[Exercise objective] Gather up every line from the entries below that uses the word "Acadian".

[Given data]
- - -

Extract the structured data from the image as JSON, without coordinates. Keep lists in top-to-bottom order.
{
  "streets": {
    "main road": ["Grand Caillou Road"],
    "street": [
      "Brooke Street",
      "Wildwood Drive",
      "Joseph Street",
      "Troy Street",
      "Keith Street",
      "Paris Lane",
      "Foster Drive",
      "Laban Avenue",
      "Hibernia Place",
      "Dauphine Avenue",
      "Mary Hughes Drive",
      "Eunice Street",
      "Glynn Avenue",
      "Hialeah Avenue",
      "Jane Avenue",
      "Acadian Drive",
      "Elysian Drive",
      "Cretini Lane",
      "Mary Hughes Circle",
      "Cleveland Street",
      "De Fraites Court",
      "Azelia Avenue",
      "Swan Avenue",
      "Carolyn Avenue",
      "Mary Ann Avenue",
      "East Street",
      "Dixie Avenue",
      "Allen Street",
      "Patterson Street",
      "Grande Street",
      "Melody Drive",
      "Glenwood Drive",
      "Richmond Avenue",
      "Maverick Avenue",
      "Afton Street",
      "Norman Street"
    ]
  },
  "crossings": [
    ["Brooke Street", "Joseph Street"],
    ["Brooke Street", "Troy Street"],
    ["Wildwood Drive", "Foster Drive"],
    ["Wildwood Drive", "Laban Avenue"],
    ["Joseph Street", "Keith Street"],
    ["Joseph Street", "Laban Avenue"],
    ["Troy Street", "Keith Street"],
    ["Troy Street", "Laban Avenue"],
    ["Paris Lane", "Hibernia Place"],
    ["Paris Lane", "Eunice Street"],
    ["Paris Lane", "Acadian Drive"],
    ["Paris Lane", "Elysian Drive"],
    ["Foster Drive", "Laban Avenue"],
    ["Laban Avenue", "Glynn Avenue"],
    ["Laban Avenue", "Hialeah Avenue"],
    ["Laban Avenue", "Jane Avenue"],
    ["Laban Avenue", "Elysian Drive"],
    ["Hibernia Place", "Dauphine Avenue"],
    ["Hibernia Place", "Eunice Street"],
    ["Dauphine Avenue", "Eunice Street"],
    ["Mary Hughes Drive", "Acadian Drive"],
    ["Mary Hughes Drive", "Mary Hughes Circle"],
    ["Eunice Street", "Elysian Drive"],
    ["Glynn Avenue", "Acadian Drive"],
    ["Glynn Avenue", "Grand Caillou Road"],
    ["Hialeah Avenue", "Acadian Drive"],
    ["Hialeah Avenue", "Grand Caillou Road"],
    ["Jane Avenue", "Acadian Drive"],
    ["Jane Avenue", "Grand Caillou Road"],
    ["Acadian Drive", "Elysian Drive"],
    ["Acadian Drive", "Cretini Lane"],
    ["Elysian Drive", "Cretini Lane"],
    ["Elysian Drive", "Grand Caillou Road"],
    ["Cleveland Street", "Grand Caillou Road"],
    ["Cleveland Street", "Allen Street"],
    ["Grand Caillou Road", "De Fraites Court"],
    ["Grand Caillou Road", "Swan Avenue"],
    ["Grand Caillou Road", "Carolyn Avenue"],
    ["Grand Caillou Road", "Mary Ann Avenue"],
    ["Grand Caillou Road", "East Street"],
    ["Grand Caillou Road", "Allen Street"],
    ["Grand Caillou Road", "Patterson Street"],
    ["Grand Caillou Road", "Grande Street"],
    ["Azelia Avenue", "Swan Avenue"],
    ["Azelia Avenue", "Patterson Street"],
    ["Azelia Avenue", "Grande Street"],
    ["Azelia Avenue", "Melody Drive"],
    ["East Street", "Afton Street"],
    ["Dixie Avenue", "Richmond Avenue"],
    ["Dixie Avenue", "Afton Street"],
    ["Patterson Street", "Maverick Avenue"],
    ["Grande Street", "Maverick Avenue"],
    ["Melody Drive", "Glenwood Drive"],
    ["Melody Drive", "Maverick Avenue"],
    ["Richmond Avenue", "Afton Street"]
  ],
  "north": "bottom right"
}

- - -

[Result]
      "Acadian Drive",
    ["Paris Lane", "Acadian Drive"],
    ["Mary Hughes Drive", "Acadian Drive"],
    ["Glynn Avenue", "Acadian Drive"],
    ["Hialeah Avenue", "Acadian Drive"],
    ["Jane Avenue", "Acadian Drive"],
    ["Acadian Drive", "Elysian Drive"],
    ["Acadian Drive", "Cretini Lane"],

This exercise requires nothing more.